WORK INSTRUCTION:
Write out the data exactly, please, and omit the pictures.

RECORDS SUPPLIED:
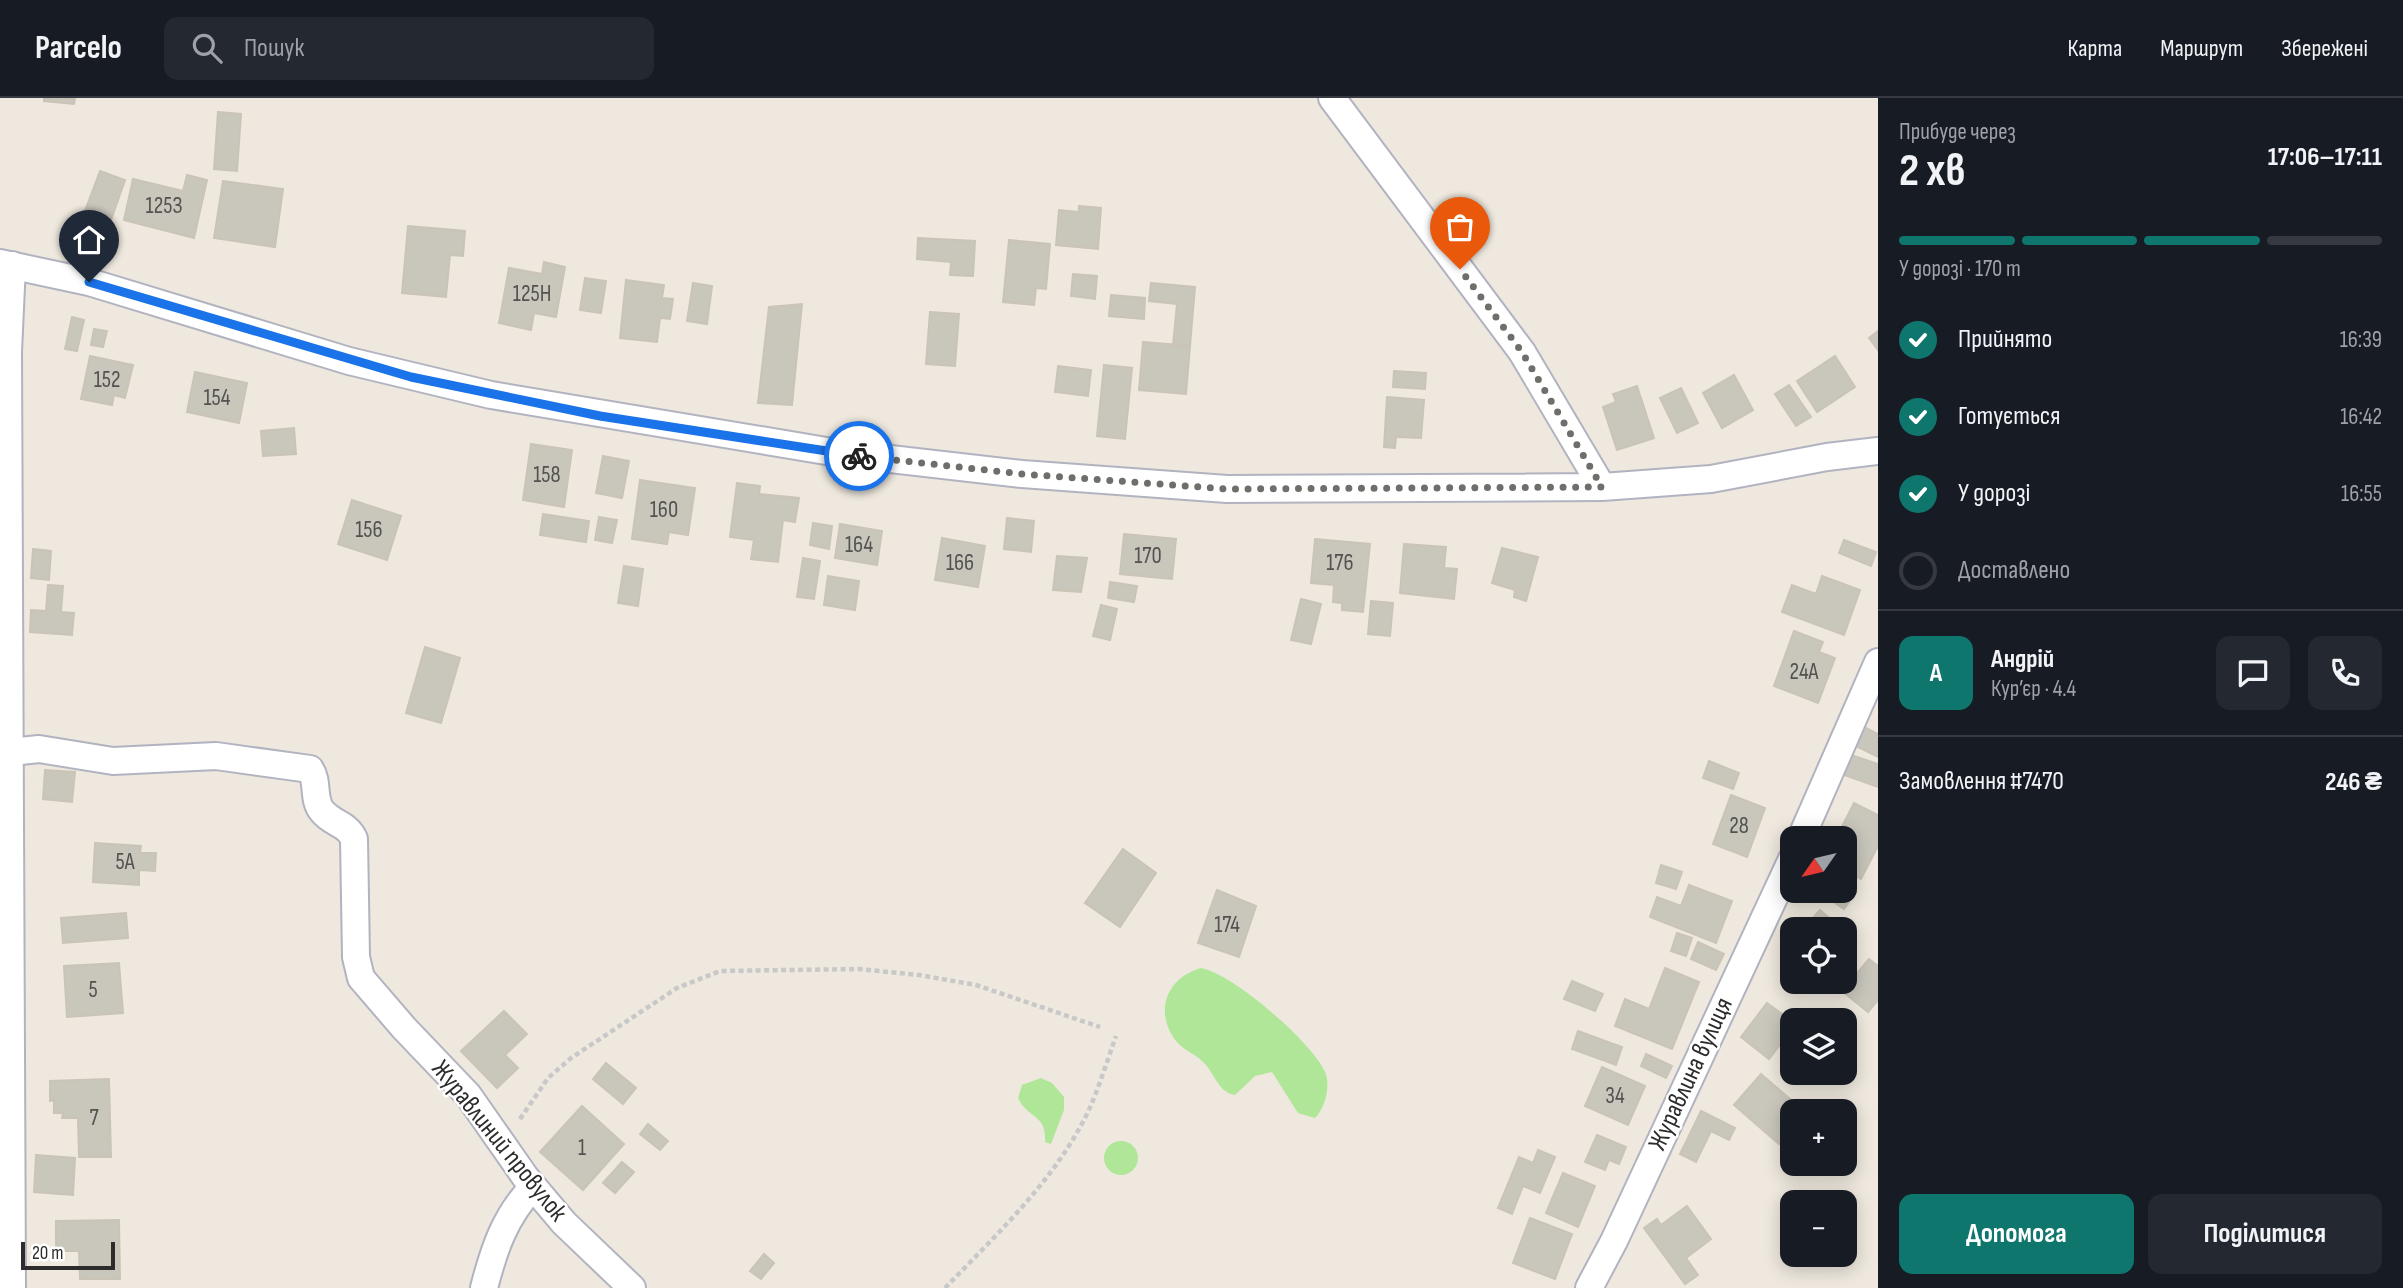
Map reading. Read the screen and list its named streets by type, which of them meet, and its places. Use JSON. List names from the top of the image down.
{
  "streets": {
    "street": ["Журавлина вулиця", "Журавлиний провулок"]
  },
  "house_numbers": [
    "125З",
    "125Н",
    "152",
    "154",
    "158",
    "160",
    "156",
    "164",
    "170",
    "166",
    "176",
    "24А",
    "28",
    "5А",
    "174",
    "5",
    "34",
    "7",
    "1"
  ],
  "scale_bar": "20 m",
  "north": "bottom left",
  "page": {
    "header": "Parcelo",
    "search": "Пошук",
    "nav": ["Карта", "Маршрут", "Збережені"],
    "heading": ["2 хв", "Прибуде через", "17:06–17:11"],
    "panel": [
      "Андрій",
      "Кур’єр · 4.4",
      "Замовлення #7470",
      "246 ₴"
    ],
    "bar": "У дорозі · 170 m",
    "list": [
      ["Прийнято", "16:39"],
      ["Готується", "16:42"],
      ["У дорозі", "16:55"],
      "Доставлено"
    ],
    "round": "А",
    "map_buttons": ["+", "−"],
    "buttons": ["Допомога", "Поділитися"],
    "scale": "20 m"
  }
}
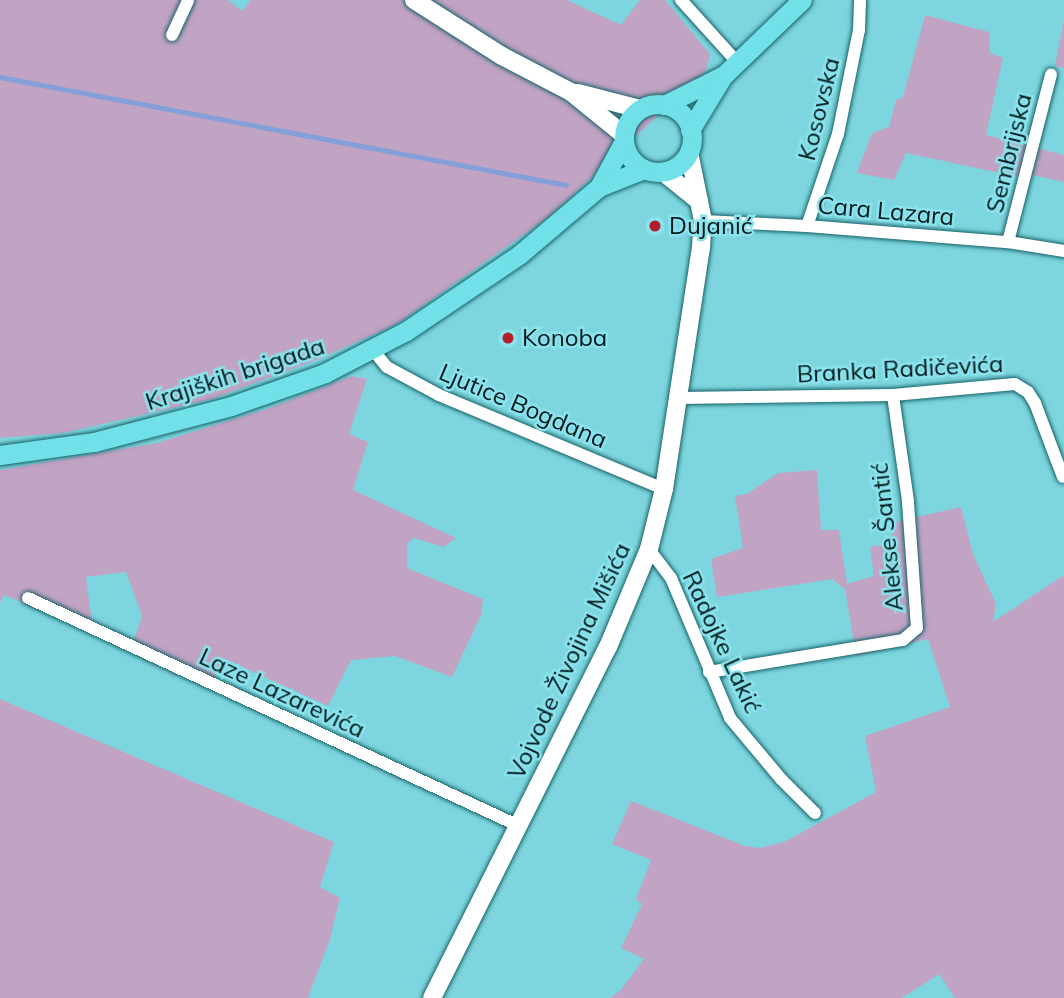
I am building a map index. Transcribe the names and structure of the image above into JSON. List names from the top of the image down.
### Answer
{
  "streets": {
    "main road": ["Krajiških brigada"],
    "street": [
      "Kosovska",
      "Sembrijska",
      "Cara Lazara",
      "Branka Radičevića",
      "Ljutice Bogdana",
      "Alekse Šantić",
      "Radojke Lakić",
      "Vojvode Živojina Mišića",
      "Laze Lazarevića"
    ]
  },
  "crossings": [
    ["Kosovska", "Cara Lazara"],
    ["Sembrijska", "Cara Lazara"],
    ["Cara Lazara", "Vojvode Živojina Mišića"],
    ["Branka Radičevića", "Alekse Šantić"],
    ["Branka Radičevića", "Vojvode Živojina Mišića"],
    ["Krajiških brigada", "Ljutice Bogdana"],
    ["Krajiških brigada", "Vojvode Živojina Mišića"],
    ["Ljutice Bogdana", "Vojvode Živojina Mišića"],
    ["Alekse Šantić", "Radojke Lakić"],
    ["Radojke Lakić", "Vojvode Živojina Mišića"],
    ["Vojvode Živojina Mišića", "Laze Lazarevića"]
  ],
  "places": ["Dujanić", "Konoba"]
}
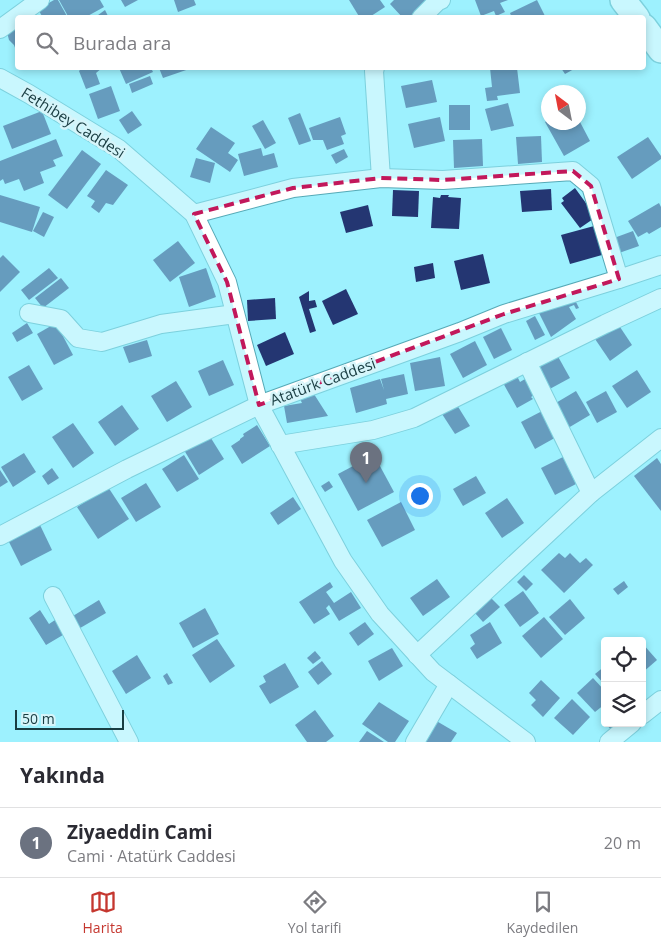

OUTPUT BELOW:
Map reading. Read the screen and list its named streets by type, which of them meet, and its places. Use JSON. List names from the top of the image down.
{
  "streets": {
    "street": ["Журавлина вулиця", "Журавлиний провулок"]
  },
  "house_numbers": [
    "125З",
    "125Н",
    "152",
    "154",
    "158",
    "160",
    "156",
    "164",
    "170",
    "166",
    "176",
    "24А",
    "28",
    "5А",
    "174",
    "5",
    "34",
    "7",
    "1"
  ],
  "scale_bar": "20 m",
  "north": "bottom left",
  "page": {
    "header": "Parcelo",
    "search": "Пошук",
    "nav": ["Карта", "Маршрут", "Збережені"],
    "heading": ["2 хв", "Прибуде через", "17:06–17:11"],
    "panel": [
      "Андрій",
      "Кур’єр · 4.4",
      "Замовлення #7470",
      "246 ₴"
    ],
    "bar": "У дорозі · 170 m",
    "list": [
      ["Прийнято", "16:39"],
      ["Готується", "16:42"],
      ["У дорозі", "16:55"],
      "Доставлено"
    ],
    "round": "А",
    "map_buttons": ["+", "−"],
    "buttons": ["Допомога", "Поділитися"],
    "scale": "20 m"
  }
}
I am building a map index. Transcribe the names and structure of the image above into JSON. List names from the top of the image down.
### Answer
{
  "streets": {
    "main road": ["Krajiških brigada"],
    "street": [
      "Kosovska",
      "Sembrijska",
      "Cara Lazara",
      "Branka Radičevića",
      "Ljutice Bogdana",
      "Alekse Šantić",
      "Radojke Lakić",
      "Vojvode Živojina Mišića",
      "Laze Lazarevića"
    ]
  },
  "crossings": [
    ["Kosovska", "Cara Lazara"],
    ["Sembrijska", "Cara Lazara"],
    ["Cara Lazara", "Vojvode Živojina Mišića"],
    ["Branka Radičevića", "Alekse Šantić"],
    ["Branka Radičevića", "Vojvode Živojina Mišića"],
    ["Krajiških brigada", "Ljutice Bogdana"],
    ["Krajiških brigada", "Vojvode Živojina Mišića"],
    ["Ljutice Bogdana", "Vojvode Živojina Mišića"],
    ["Alekse Šantić", "Radojke Lakić"],
    ["Radojke Lakić", "Vojvode Živojina Mišića"],
    ["Vojvode Živojina Mišića", "Laze Lazarevića"]
  ],
  "places": ["Dujanić", "Konoba"]
}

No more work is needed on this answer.